The du Pont and Lavoisier families were closely connected during a turbulent time in France. Pierre-Samuel was a dedicated public servant trying to navigate the storms of the French Revolution. Marie-Anne was the wife and scientific collaborator of Antoine Lavoisier, considered by many to be the founder of modern chemistry.

The two families held similar economic views, socialized, and even worked together. Pierre-Samuel sent his teenage son, Eleuthère Irénée, to apprentice with Monsieur Lavoisier. The techniques he learned laid the foundations to establish the Du Pont Company in 1802, after the family emigrated to America in 1799.

Lavoisier and du Pont study chemistry together

The letters also reveal that Mme Lavoisier and P.S. du Pont had an intimate relationship. In 1795, after Antoine Lavoisier’s untimely death by guillotine, P.S. proposed marriage to his friend’s widow. To his great dismay, he was rejected. 

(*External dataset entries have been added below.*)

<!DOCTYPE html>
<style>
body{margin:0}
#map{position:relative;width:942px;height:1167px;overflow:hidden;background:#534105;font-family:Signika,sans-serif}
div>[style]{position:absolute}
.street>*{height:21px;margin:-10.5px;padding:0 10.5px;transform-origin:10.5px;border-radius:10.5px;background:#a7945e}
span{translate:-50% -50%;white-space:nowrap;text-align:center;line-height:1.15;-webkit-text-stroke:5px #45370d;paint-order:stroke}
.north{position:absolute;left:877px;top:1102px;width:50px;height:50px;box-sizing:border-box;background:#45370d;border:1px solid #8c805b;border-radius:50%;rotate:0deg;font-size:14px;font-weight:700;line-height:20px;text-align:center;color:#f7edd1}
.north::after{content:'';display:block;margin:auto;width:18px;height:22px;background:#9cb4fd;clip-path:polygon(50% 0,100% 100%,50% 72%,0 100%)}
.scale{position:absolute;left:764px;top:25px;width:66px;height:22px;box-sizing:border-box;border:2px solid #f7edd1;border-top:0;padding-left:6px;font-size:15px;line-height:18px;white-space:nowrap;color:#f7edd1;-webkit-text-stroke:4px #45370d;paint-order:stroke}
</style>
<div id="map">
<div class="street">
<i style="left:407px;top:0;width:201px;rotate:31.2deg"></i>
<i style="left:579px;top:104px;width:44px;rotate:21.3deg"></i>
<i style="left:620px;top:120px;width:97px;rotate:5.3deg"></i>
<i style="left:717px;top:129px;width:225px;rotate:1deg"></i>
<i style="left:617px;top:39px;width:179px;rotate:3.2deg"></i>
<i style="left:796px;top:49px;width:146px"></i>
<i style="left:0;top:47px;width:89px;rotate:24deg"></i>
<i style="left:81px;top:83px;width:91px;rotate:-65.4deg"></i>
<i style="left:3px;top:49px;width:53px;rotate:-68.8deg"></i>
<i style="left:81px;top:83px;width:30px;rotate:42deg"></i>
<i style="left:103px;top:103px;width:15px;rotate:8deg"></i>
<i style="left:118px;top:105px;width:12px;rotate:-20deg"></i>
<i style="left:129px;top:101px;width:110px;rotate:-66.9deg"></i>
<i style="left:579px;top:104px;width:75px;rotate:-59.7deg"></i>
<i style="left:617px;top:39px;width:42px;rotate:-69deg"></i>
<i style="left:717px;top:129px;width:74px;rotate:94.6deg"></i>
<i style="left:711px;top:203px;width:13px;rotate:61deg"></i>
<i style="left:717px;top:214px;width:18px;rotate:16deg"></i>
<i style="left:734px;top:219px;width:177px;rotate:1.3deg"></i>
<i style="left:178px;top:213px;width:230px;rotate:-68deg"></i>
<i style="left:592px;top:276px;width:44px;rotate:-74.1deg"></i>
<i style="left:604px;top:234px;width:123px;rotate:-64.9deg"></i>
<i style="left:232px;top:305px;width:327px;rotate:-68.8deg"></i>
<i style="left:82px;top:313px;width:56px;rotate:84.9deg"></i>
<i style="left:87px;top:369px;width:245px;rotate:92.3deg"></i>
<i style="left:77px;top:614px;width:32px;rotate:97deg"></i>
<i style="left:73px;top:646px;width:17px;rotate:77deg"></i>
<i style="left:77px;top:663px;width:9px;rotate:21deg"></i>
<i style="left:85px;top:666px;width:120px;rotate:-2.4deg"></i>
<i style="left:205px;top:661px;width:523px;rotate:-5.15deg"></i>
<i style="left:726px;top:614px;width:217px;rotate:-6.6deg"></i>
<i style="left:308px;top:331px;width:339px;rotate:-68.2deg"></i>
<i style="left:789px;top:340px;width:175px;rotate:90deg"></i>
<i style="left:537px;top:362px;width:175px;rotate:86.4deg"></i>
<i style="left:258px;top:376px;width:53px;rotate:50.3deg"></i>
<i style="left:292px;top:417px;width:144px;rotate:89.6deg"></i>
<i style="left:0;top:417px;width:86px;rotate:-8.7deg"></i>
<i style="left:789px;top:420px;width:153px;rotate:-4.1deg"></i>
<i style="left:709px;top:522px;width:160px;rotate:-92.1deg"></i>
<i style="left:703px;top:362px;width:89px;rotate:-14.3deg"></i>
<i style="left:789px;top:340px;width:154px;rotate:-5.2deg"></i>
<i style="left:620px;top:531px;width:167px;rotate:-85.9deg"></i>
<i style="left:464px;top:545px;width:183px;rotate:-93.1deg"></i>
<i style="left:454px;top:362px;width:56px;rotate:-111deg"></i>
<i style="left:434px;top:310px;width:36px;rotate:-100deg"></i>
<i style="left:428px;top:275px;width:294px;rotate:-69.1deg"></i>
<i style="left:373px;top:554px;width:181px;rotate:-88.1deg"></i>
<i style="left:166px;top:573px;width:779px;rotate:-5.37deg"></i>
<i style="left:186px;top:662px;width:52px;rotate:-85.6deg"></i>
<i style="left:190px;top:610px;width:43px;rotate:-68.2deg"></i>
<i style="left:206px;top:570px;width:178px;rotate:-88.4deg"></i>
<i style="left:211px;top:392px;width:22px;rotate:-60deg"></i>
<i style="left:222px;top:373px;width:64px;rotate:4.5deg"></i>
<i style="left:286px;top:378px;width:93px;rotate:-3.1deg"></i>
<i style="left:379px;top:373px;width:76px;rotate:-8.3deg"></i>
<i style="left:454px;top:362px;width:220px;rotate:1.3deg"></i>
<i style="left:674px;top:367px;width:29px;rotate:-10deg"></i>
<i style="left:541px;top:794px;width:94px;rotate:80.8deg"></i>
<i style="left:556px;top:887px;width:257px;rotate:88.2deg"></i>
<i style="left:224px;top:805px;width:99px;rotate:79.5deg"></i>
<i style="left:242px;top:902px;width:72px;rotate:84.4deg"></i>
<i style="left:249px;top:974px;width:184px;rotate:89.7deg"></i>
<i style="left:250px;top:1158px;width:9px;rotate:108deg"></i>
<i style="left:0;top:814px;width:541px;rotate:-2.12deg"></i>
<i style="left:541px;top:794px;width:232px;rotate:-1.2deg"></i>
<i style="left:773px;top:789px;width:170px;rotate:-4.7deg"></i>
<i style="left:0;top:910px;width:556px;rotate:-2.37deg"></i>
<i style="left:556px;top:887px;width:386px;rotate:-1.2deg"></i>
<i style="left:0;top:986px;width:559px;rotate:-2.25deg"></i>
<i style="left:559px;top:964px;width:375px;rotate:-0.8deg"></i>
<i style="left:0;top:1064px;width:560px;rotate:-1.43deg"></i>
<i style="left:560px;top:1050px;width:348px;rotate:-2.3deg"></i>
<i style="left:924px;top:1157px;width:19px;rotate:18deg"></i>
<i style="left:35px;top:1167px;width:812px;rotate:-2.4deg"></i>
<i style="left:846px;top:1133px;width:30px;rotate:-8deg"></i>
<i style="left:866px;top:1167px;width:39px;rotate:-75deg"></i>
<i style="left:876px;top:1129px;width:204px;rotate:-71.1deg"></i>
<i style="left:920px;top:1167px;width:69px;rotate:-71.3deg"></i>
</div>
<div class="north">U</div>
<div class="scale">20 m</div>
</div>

The families’ financial connections may have strained their relationship. Du Pont had borrowed 70,000 pounds from the Lavoisiers in 1791 to set up a print shop in Ile-de-France. The loan was backed up by a title to du Pont’s family property, Bois-des-Fossés, and the Lavoisiers were to receive bi-annual payments derived from the farm’s income. By 1798, payments were late and the value of the property itself had declined. In her letters, Mme Lavoisier pressed du Pont for the money.

I focused on five letters du Pont wrote to Mme Lavoisier between 1798 to 1801. In them, the line between their financial and emotional attachments begins to blur. In his letters, du Pont lays out a payment schedule, and demonstrates a desire to pay what is due. However, he also intimates that he is scraping for money everywhere, with no certainty of amassing the amount needed.

Handwritten letter

To make up the difference, du Pont attempts to substitute emotional and literary wealth for the financial sum. His debt negotiations and his professions of love coexist in the same letters and the two appear to blur. 

In the end, du Pont quantifies his feelings for Mme Lavoisier by engaging in what I call “emotional accounting.” He conducts an inventory and draws an income statement of their relationship, where the concept of wealth is represented not in francs, but in the literary and cultural output dedicated to Mme Lavoisier, past, present, and future.


Aya Tanaka is an Adjunct Professor at the Management Communications Program at the Leonard N. Stern School of Business, New York University.